We split on study id in the above code largely for convenience. Given
that we are defining combination levels using `select_all_levels`, we
could split on anything and have each of the facets represent the
entirety of the incoming data. This approach, however, is a
generalization of splitting on study id in order to create a single
facet representing all the incoming data, a trick worth having in our
back pocket.

Thus we've achieved the column structure we wanted. Now we need an
analysis function with the correct *column-conditional behavior* (see
[the previous chapter](./guided_intermediate_afun_reqs.html)) and we
will have our output.

Without discussing how we construct it (as that will be covered in the
advanced portion of this guide), assuming we have a `tpose_afun` which
meets our requirements, we can then fully create our table:


```{r}
lyt_tpose_full <- basic_table() |>
  split_cols_by("ARM", show_colcounts = TRUE) |>
  split_cols_by("STUDYID",
    split_fun = add_combo_levels(my_combo_df, keep_levels = combo_df$valname),
    show_colcounts = TRUE
  ) |>
  split_rows_by("SEX", split_fun = keep_split_levels(c("F", "M"))) |>
  analyze(c("AGE", "BMRKR1"), afun = tpose_afun, show_labels = "hidden")

build_table(lyt_tpose_full, ex_adsl)
```

   
# Combining These Faceting Needs

For some table shells, we need to combine the types of needs we
explored above; we might need `trim_levels_to_map` type behavior, but
also need to include a virtual combination treatment/arm.
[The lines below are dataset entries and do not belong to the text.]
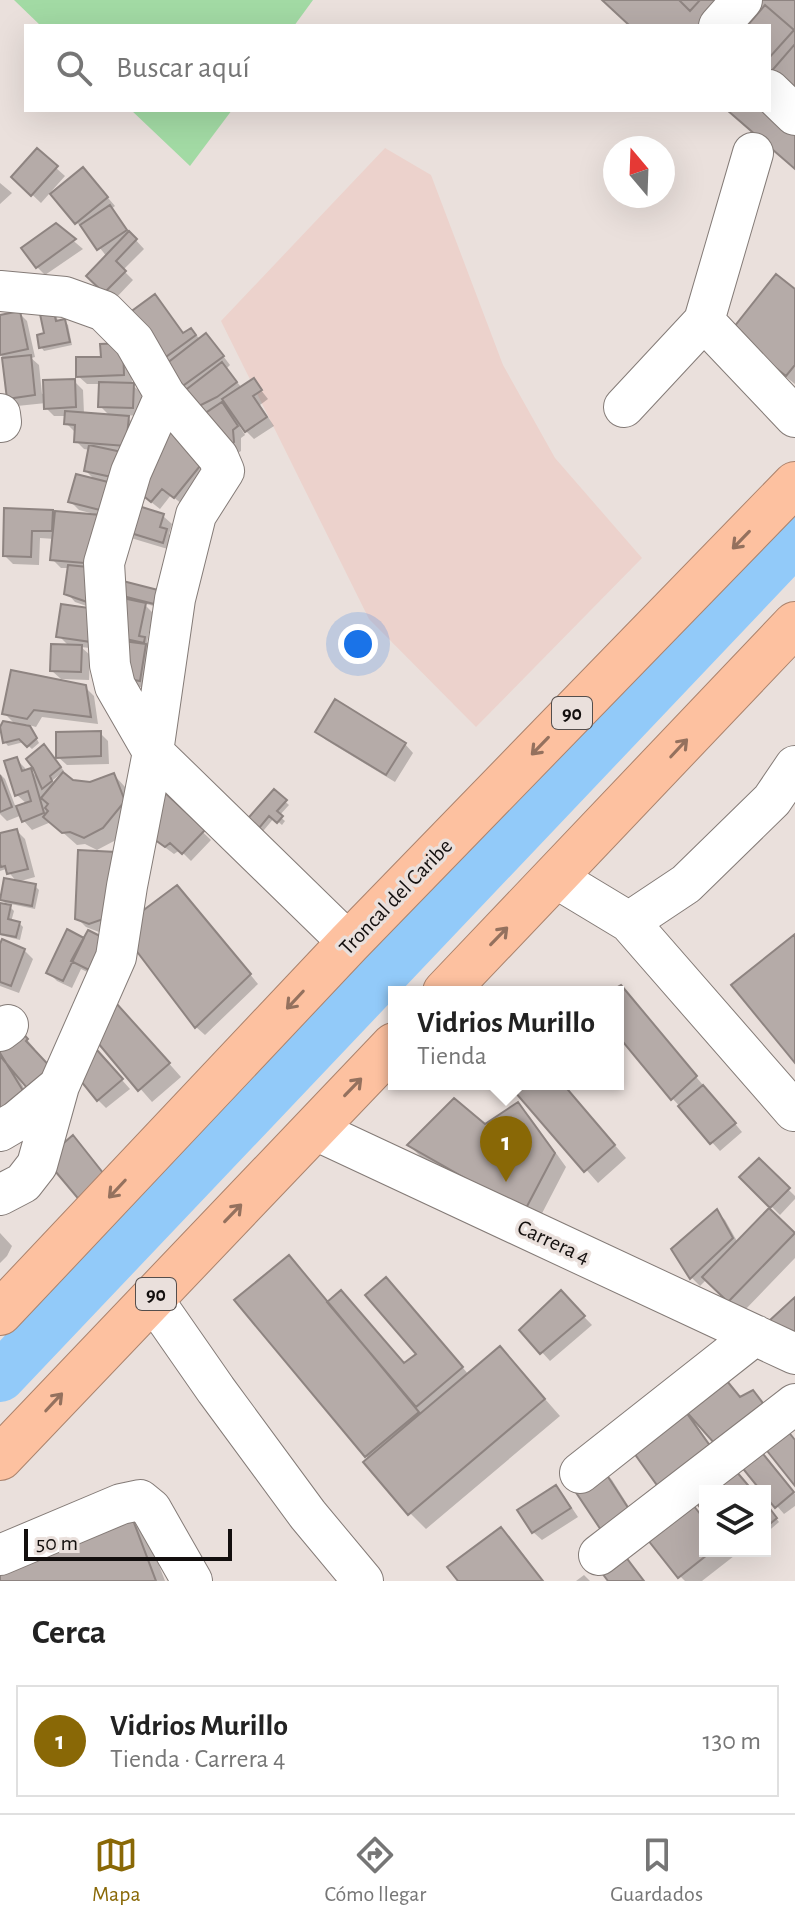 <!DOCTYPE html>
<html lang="es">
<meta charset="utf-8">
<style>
body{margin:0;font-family:"Alegreya Sans",sans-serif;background:#f6f6f6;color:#222}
.controls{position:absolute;right:24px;bottom:24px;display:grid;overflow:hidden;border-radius:0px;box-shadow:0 8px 32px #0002}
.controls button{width:72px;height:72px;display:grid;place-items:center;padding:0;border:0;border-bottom:2px solid #e0e0e0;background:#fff;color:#222;font:40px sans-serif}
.compass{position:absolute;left:603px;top:136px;width:72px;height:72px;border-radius:50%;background:#fff;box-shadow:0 8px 32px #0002;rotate:341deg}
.scale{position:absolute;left:24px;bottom:20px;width:208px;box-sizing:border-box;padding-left:8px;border:4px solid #130f0e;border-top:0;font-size:22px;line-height:28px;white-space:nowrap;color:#130f0e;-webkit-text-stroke:6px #eae0dc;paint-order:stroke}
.you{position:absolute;left:358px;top:644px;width:28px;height:28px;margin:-20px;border:6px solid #fff;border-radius:50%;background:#1a73e8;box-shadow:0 0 0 12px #1a73e833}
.badge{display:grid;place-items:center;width:52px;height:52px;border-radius:50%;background:#896806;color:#fff;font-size:26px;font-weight:700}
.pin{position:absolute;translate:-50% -66px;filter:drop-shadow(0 2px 4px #0008)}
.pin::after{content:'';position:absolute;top:42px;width:28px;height:24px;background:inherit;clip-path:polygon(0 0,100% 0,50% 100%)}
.popup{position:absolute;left:388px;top:986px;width:236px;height:104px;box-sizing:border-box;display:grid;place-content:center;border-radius:0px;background:#fff;filter:drop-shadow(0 2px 6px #0005);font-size:26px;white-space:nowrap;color:#767676}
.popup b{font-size:30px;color:#222}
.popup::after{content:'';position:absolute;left:50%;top:100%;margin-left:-16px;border:16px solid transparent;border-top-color:#fff}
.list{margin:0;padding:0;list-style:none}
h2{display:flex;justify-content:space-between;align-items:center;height:104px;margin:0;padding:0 32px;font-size:34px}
h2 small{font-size:26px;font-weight:400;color:#767676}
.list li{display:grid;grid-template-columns:52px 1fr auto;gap:24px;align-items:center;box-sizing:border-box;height:112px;margin:0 16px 16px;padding:0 16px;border:2px solid #e0e0e0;border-radius:0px}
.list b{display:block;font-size:30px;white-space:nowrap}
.list p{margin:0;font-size:26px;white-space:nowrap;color:#767676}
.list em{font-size:26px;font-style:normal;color:#767676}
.icon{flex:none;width:44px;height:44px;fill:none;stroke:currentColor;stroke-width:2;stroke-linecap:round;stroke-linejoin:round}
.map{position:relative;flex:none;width:795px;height:1581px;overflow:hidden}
.search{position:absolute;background:#fff;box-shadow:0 8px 32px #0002;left:24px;right:24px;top:24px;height:88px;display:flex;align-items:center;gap:20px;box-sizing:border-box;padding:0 28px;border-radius:0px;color:#767676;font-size:30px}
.sheet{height:232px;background:#fff}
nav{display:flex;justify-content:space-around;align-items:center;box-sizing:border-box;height:112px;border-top:2px solid #e0e0e0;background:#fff;font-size:22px;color:#767676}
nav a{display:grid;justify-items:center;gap:4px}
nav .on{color:#896806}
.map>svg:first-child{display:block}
.industrial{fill:#ecd2cc}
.green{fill:#a2daa4}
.shadow{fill:#0003;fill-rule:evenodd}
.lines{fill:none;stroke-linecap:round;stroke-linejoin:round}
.river{stroke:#92caf9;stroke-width:50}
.building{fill:#b5aba8;stroke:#8e8481;stroke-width:2}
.minor-casing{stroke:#847b77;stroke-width:42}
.highway-casing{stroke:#ab836d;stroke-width:46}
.minor{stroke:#fff;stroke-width:40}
.highway{stroke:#fdc1a0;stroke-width:44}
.oneway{stroke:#94715e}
.labels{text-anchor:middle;stroke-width:7;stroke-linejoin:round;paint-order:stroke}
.shield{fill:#eae0dc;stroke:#544e4c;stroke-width:2}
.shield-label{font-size:20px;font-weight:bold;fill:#130f0e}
.street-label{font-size:22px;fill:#130f0e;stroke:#eae0dc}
</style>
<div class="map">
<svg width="795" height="1581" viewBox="0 0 795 1581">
<rect width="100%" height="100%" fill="#eae0dc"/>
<path class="industrial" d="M385,148L431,175L503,365L555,458L642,558L476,727L369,619L221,321Z"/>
<path class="green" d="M14,0H313L294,26H41Z
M131,110H232L190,166Z"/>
<path class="shadow" d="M37,151L65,176L41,203L22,185Z
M91,178L115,206L111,209L133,237L144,249L123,270L133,280L114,300L89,276L107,257L86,230L77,223L53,194Z
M0,183L12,193L0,204Z
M56,226L83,249L45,275L37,267Z
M795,292V384L745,345Z
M19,313L27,321L35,357L31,358L39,365L42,394L74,381L83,390L84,414L111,417L100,406L101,384H87L78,376L103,359L131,354L132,385L142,393L140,416L125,415L137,427L104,612L75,602L67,593L69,568H61L52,559L55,539L40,538L39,565L13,564L5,556L52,512L57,517L94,516V514L79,510L70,501L97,482L86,471L90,450L84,449L76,441L75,432L66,423L67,416H54L46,408V403L17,406L9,398L4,359L0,354V317Z
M53,314L57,317L58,323L64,321L68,325L72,345L44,351L41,347Z
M191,330L201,340L214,344L230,365L226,369L242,388L253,380L268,399L260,405L274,426L254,439L241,426L240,427L245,435L241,438V451L230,458L165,358L184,335ZM227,402L237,417L235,418L222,405Z
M179,439L207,476L183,505L171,495L160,509L146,498Z
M163,516L172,524L169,534L174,540L171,550L131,538L123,530Z
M156,592L157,607L143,603L153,613L147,642L153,647L152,650L147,649L153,655L148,688L126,685L113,593Z
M93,610L99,649L81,647L90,655L89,680L61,679L52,671L69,646L59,636Z
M85,687L94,696L98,724L42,717L36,727L25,724L33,732L39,743L32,749L24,742L8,746L5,742L16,725L4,713Z
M317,732L405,744L413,753L395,782L326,740Z
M100,733L108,741L109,764L67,765L58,757Z
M48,750L64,771L53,780L54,785L72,782L90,784L114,775L126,788L116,840L97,850L85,844L77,845L51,822L32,830L24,821L22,815L7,821L0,814V774L5,779L16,808L27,804L17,795L16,759L25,768L26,772L30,770L40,780Z
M161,792L211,840L191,861L180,850L174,854L155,840Z
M274,792L289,805L279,816L285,821L282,825L274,818L259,836L246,824Z
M17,831L25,839L35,877L17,882L6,869L0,871V835Z
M80,852L120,925L99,932L86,927L77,918Z
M35,886L39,890L35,909L6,903L14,911L11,922L19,923L23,927L20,940L0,935V905L9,907L1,899Z
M185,896L258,984L205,1035L196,1027Z
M68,932L104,980L81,969L72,988L57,981L49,973Z
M0,949L24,950L33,959L19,993L0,986Z
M620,988L633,1001L742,1132L720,1151L673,1099L618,1033V992H613Z
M0,1008L35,1049L18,1078L44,1120L0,1147Z
M120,1008L181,1077L152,1102L90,1031Z
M105,1061L130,1089L106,1108L98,1100Z
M511,1084H562L626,1158L598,1183Z
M518,1104L530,1117L566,1167L537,1223L422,1158L409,1145L485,1127Z
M759,1161L795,1196V1199L780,1215L742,1177Z
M770,1210L795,1235V1258L742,1313L707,1279L700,1286L692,1278L673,1249L717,1212L725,1220L738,1243Z
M0,1233L12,1246L7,1256L0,1263Z
M289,1258L329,1303L341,1292L405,1365L418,1354L398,1292L469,1375L500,1348L560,1416L426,1529L410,1513L366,1456Z
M561,1293L592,1325L550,1361L522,1330Z
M753,1393L779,1424L698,1421L695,1423L728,1469L752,1491H705V1510L693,1496L687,1500L705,1520V1551H730L734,1556L702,1581H685L680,1576L689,1417Z
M767,1460L795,1494V1506L784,1514L764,1491Z
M603,1471L612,1480L641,1526L576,1488Z
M556,1488L564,1496L578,1517L542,1540L533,1532Z
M765,1504L779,1522L765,1534Z
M133,1522L149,1539L165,1581H0V1576Z
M501,1529L514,1542L543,1581H461Z
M584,1575L590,1581H576Z"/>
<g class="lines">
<path class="river" d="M0,1377L795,540"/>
</g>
<path class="building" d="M602,0H795V169L727,110H769V26H630Z
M679,0H700L690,11Z
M765,5L794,30L769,58V26H747Z
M795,44V99L769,74Z
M37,148L58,166L31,196L11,177Z
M83,167L108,197L75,224L50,194Z
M110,205L127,230L97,250L80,225Z
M56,223L76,239L36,268L21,248Z
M129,231L137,239L116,261L126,271L104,293L86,276Z
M776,274L795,289V365L786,376L730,332Z
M155,294L183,333L191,328L196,335L163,359L129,313Z
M20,311L28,349L0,355V315Z
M54,312L56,321L65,319L70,342L39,348L37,335L44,333L40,314Z
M206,333L224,356L173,393L157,371Z
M123,343L124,375L76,377V357H101L100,344Z
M31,355L35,395L7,399L2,358Z
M222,362L237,382L217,397L199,406L183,392Z
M254,378L262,390L253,396L267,417L245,432L222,399Z
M75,379L76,407L44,409L43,380Z
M99,382L134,383L133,408L98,407Z
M222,402L238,426L233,430L234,442L220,451L192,422Z
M65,411L129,416L126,446L74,442L75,425L64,424Z
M170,428L200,466L174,498L162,489L151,502L135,489Z
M89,445L122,452L116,478L84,471Z
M76,474L112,483L104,511L68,502Z
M129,503L164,514L160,527L167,529L163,543L121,530Z
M4,508L53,510L52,531H32L31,557L3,556Z
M55,511L101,515L96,564L50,560Z
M68,565L98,568L96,605L64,594Z
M115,579L158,590L154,604L111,593Z
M113,596L146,603L139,636L145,637L144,643L112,636Z
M61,604L96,609L91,642L56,637Z
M115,640L146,644L140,681L116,677Z
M51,644L82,645L81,672L50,671Z
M11,670L86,685L91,717L34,710L27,719L2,714Z
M335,699L406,743L386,775L315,732Z
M3,721L30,726L37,738L27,747L19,739L3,743L0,727Z
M101,731V756L56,758V732Z
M44,744L61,767L50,776L52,781L42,789L33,768L26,759Z
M17,757L22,771L31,768L44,813L22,822L16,806L31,801L28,791L15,796L4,761Z
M63,772L73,780L90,782L114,773L125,801L103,828L84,838L70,832L62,833L43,817L48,811L45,808L48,804L41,798Z
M0,775L12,807L0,812Z
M161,789L205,830L182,854L170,843L165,847L144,832Z
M274,789L287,800L277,811L283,816L277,823L269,816L254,834L243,824Z
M17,829L28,869L7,874L5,866L1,867L0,864V833Z
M78,850L116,852L112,916L89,924L75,919Z
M4,878L36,884L32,906L0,900Z
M177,885L251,974L195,1028L135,949L137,915Z
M0,903L11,905L8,919L20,922L16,937L0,934Z
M67,929L84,938L63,981L46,973Z
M88,930L112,942L95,973L71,961Z
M795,934V1063L731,985Z
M2,939L25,949L11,986L0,982V944Z
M621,985L697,1076L671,1100L618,1036V992H609Z
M107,993L170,1063L138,1091L88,1031Z
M21,1031L28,1039L26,1041L59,1076L32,1094L0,1056V1035Z
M97,1050L123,1079L97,1101L72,1070Z
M0,1053L33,1107L0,1127Z
M508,1084H563L615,1145L584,1172Z
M703,1085L736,1123L710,1144L678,1106Z
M454,1098L485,1124L518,1102L555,1153L524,1212L407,1145Z
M73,1135L111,1183L81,1202L45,1159Z
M759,1158L790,1188L770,1208L739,1177Z
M769,1208L795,1233L728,1302L702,1277Z
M717,1209L733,1238L690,1279L671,1249Z
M289,1255L419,1412L365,1457L234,1300Z
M386,1277L463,1367L416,1407L327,1302L341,1290L404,1363L416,1354L365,1295Z
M561,1290L585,1316L540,1354L519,1330Z
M795,1297V1333L769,1321Z
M500,1346L545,1399L408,1515L363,1462Z
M727,1381L740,1397L753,1390L772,1415L722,1452L683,1408Z
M683,1408L718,1457L664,1495L629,1446Z
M787,1430L795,1440V1486L764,1447Z
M759,1449L794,1492L775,1508L765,1496V1491H761L740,1465Z
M730,1464L753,1491H705V1513L691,1497Z
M603,1469L634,1517L605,1536L573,1488Z
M556,1485L571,1508L532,1533L517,1510Z
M685,1495L705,1520V1551H712L678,1578L640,1530Z
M765,1502L777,1518L765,1528Z
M133,1520L156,1581H0V1574Z
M501,1527L543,1581H458L447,1567Z
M619,1548L644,1581H608L596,1565Z"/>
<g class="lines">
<g class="minor-casing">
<path id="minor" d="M719,26L742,0
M769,90L795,115
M0,291L65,297L104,311L134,341L165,395L218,457L224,471L196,515L175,599L153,752L127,886L116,957L59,1086L37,1165L23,1183L0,1195
M704,321L795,417
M165,395L131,472L104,563L110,665L115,686L153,752L349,943
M624,407L704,321L753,153
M0,414L1,422
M556,878L629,922L686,884L772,800L795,766
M629,922L794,1111L795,1110
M0,1031L8,1025
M313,1129L795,1354
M0,1131L17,1121L59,1086
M152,1298L216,1390L308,1515L363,1581
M580,1473L755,1335
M0,1555L121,1504L140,1500L151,1509L192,1581
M599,1555L795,1404"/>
</g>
<g class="highway-casing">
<path id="highway" d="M445,992L795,624
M0,1313L349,943L795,484
M0,1458L394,1045"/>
</g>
<use href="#minor" class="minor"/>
<use href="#highway" class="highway"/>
</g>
<defs><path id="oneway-shaft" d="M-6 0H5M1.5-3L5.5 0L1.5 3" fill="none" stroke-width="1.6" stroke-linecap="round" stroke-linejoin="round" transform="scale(2)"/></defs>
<g class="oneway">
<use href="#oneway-shaft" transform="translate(741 540) rotate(134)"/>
<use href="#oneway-shaft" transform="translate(540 746) rotate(134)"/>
<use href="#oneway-shaft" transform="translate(679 748) rotate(-47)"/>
<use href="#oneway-shaft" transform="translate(499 936) rotate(-46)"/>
<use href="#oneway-shaft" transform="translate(295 1000) rotate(133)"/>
<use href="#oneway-shaft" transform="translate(353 1087) rotate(-46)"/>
<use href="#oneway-shaft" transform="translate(117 1189) rotate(133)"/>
<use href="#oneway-shaft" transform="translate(233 1213) rotate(-46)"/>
<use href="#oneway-shaft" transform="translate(54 1402) rotate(-47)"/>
</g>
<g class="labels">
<g class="shield">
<rect x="552" y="697" width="40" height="32" rx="6"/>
<rect x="136" y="1278" width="40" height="32" rx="6"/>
</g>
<g class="shield-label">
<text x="572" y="720">90</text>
<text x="156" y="1301">90</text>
</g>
<g class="street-label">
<text transform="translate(395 896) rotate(-46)" y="8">Troncal del Caribe</text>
<text transform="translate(554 1241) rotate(25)" y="8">Carrera 4</text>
</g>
</g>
</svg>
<div class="controls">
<button><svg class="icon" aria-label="layers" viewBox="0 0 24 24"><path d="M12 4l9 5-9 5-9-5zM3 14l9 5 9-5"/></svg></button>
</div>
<svg class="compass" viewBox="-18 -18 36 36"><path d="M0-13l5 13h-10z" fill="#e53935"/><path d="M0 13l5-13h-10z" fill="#767676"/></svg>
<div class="scale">50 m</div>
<div class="you"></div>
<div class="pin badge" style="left:506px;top:1182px">1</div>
<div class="popup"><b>Vidrios Murillo</b>Tienda</div>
<div class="search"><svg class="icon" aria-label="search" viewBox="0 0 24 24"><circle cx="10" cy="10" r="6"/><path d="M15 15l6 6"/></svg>Buscar aquí</div>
</div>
<section class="sheet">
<h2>Cerca<small></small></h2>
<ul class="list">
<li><span class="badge">1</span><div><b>Vidrios Murillo</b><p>Tienda · Carrera 4</p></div><em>130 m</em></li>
</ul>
</section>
<nav>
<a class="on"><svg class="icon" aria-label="map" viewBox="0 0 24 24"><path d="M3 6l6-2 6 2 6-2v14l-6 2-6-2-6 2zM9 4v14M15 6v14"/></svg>Mapa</a>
<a><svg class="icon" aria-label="directions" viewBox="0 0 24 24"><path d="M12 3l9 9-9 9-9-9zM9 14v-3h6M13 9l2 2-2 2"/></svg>Cómo llegar</a>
<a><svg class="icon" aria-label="saved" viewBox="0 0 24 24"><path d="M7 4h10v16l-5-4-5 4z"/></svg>Guardados</a>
</nav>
The split
functions/function factories we discussed here generally cannot achieve
this, though our reasoning for ***how to think about the faceting we
need*** still applies. In such cases, we will construct fully custom
split functions which exactly meet our needs, which will be the topic
of an entire chapter in the advanced portion of this guide.